Whenever the word "tools" appears in a line of the data below, copy that line.

*** Opening Data provided ***

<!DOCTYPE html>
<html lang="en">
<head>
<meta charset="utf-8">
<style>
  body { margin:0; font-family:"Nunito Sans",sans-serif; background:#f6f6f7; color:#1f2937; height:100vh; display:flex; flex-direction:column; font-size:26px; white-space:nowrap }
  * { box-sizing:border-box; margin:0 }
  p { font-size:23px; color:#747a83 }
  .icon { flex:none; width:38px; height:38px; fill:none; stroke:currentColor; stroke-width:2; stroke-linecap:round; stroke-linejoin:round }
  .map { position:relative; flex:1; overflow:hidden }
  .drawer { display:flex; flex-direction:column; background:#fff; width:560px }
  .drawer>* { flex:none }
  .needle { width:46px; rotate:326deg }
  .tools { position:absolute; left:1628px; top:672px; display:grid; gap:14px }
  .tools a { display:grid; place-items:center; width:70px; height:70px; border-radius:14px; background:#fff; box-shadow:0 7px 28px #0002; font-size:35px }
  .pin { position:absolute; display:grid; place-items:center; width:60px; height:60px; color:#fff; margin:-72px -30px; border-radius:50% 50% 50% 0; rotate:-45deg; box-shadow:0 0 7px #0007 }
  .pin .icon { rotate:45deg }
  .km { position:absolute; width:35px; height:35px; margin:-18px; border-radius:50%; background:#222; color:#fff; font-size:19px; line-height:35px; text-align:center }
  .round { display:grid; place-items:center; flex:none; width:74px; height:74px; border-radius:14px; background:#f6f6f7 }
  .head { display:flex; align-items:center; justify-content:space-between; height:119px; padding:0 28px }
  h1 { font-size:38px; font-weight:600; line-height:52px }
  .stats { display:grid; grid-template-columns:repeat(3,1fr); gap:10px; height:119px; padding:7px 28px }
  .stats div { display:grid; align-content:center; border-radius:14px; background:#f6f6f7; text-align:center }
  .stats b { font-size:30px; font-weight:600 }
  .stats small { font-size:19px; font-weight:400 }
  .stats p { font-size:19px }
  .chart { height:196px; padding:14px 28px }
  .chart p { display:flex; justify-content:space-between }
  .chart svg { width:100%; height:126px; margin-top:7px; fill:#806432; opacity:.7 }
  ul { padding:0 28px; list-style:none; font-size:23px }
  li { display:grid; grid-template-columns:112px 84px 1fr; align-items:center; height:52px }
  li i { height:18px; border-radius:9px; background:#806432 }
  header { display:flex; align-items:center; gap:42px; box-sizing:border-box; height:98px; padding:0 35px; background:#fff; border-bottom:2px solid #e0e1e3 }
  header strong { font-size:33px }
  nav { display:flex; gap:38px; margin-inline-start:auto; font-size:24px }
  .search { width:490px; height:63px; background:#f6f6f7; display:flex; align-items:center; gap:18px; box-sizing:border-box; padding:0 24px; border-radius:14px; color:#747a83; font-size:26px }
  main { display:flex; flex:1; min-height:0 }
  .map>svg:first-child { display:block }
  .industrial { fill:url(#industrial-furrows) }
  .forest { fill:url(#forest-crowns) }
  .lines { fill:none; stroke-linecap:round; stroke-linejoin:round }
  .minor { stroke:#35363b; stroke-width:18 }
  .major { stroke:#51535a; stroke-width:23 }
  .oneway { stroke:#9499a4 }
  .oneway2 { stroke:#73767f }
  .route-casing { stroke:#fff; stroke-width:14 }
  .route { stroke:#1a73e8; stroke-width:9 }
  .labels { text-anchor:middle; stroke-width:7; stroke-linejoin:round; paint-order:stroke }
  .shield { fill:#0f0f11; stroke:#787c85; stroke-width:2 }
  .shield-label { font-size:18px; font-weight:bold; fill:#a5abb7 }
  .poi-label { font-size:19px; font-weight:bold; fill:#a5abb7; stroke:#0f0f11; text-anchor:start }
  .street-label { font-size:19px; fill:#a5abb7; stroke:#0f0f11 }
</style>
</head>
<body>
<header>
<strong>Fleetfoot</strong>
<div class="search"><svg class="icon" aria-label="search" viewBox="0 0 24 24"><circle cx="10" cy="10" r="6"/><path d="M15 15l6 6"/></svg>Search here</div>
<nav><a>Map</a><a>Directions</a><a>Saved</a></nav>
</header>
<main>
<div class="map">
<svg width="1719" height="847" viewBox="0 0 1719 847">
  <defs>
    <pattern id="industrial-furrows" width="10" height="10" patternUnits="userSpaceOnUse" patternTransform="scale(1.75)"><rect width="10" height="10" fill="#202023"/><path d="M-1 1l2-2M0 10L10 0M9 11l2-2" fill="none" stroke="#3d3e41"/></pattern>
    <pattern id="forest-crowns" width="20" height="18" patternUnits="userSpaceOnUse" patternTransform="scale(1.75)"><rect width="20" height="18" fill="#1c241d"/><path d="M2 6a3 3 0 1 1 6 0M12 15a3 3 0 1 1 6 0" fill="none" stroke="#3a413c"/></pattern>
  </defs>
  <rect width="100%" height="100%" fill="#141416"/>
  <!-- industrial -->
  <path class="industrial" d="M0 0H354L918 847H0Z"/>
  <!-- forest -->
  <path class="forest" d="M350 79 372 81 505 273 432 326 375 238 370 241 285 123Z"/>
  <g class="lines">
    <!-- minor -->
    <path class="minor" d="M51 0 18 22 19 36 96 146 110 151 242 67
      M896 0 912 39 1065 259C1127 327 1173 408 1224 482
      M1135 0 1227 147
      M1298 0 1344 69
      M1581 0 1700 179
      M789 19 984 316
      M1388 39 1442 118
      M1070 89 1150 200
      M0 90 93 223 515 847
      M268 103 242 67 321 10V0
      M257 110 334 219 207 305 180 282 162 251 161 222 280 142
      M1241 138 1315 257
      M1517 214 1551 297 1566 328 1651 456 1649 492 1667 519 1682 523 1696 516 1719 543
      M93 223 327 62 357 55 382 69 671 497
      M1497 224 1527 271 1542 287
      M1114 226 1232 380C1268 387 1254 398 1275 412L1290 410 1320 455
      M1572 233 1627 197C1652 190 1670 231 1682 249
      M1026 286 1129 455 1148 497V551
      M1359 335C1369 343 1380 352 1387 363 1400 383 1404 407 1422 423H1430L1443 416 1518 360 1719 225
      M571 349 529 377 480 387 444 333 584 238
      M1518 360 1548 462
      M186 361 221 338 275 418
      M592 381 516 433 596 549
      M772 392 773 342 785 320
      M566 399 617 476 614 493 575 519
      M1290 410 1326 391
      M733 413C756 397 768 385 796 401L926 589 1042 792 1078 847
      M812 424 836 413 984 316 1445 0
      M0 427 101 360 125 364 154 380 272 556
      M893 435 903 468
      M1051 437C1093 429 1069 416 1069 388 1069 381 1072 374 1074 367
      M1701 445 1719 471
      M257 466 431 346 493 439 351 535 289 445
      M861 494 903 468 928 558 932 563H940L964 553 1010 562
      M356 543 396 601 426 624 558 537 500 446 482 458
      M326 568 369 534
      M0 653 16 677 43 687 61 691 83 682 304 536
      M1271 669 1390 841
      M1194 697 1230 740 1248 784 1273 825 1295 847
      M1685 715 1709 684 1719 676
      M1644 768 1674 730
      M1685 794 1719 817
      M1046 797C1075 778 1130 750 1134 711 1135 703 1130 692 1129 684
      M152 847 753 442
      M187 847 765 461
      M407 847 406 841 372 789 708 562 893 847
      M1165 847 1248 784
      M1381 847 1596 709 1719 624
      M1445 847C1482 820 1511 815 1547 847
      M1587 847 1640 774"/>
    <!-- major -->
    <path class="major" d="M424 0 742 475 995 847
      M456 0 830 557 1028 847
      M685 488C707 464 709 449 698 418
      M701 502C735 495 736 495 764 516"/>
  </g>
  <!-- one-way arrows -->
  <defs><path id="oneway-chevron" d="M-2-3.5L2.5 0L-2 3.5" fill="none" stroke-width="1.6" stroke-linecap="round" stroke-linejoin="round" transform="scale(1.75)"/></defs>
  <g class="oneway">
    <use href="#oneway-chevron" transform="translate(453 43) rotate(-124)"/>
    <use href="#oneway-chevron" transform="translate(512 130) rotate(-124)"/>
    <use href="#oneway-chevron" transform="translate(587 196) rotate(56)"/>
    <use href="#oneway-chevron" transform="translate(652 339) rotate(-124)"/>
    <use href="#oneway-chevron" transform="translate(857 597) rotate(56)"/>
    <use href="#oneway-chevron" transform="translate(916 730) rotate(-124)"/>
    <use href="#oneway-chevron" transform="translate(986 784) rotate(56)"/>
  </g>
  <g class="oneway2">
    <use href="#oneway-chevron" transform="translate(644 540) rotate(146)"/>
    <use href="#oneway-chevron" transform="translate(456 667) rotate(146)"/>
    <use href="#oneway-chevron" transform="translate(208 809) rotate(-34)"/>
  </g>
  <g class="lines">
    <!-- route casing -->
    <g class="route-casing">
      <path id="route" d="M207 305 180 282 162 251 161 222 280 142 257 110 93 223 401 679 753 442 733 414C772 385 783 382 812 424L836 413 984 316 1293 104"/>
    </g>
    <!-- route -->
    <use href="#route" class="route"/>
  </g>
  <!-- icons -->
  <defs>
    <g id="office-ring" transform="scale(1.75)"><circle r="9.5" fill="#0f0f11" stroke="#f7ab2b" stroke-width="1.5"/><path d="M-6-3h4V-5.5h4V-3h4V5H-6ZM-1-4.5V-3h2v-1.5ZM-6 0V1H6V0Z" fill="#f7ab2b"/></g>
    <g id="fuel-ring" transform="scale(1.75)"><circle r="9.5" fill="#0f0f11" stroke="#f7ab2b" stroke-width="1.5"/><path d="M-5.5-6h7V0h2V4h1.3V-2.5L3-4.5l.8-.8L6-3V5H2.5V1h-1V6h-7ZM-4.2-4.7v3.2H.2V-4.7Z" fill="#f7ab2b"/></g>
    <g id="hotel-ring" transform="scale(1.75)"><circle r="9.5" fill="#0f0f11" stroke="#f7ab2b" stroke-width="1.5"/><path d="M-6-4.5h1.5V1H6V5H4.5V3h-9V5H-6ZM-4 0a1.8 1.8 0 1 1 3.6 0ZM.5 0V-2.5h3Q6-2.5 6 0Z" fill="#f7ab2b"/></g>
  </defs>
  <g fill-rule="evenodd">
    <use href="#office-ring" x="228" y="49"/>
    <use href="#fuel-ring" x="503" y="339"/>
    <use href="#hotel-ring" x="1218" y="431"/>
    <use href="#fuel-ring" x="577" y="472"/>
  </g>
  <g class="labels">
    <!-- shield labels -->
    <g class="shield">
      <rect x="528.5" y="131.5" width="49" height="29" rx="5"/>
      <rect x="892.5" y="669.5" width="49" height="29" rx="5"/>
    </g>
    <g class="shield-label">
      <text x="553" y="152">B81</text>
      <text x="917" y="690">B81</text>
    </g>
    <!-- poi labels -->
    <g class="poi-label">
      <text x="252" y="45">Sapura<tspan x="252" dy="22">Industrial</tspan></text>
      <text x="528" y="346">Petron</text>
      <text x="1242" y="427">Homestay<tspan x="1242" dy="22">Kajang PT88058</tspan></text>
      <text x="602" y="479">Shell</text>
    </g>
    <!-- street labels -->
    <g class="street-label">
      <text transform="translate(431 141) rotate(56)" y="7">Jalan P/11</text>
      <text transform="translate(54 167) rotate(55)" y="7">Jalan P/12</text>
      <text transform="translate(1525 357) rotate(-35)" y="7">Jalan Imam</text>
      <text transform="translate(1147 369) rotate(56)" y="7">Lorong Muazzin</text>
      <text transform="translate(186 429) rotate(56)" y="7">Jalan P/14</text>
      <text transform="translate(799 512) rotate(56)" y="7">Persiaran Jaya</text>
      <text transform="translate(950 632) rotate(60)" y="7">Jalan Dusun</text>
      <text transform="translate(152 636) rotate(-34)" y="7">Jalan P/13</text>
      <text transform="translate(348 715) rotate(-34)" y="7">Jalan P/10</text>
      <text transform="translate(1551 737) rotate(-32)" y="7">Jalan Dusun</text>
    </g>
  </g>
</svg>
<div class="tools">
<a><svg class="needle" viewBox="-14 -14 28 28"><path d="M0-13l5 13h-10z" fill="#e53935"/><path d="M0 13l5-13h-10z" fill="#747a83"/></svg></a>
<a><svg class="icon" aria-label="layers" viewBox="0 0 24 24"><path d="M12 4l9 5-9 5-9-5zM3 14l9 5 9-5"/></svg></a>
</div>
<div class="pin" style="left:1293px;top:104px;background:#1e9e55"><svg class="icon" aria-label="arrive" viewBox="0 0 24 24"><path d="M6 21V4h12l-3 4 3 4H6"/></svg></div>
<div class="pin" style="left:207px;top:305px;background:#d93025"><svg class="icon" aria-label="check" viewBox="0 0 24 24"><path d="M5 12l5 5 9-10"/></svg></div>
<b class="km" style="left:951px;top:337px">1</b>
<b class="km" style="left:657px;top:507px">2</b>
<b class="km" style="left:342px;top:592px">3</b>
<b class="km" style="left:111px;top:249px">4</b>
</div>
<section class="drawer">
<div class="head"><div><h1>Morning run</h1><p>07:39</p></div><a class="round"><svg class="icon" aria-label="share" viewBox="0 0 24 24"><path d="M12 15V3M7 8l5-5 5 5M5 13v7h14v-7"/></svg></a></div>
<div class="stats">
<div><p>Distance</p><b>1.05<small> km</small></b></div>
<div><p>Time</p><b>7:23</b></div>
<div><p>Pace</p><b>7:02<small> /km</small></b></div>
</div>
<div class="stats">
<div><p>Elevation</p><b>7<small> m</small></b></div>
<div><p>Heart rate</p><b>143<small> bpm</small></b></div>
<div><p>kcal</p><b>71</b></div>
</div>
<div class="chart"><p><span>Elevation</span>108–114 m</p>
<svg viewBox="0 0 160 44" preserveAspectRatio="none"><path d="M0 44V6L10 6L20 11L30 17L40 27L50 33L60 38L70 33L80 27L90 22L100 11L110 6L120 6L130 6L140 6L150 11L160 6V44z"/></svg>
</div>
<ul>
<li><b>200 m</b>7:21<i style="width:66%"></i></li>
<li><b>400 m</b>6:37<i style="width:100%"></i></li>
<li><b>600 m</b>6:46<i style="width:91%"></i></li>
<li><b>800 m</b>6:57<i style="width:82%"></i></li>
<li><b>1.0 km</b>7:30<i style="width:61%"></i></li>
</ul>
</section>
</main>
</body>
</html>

*** Closing Data provided ***

> _Output for this task_
  .tools { position:absolute; left:1628px; top:672px; display:grid; gap:14px }
  .tools a { display:grid; place-items:center; width:70px; height:70px; border-radius:14px; background:#fff; box-shadow:0 7px 28px #0002; font-size:35px }
<div class="tools">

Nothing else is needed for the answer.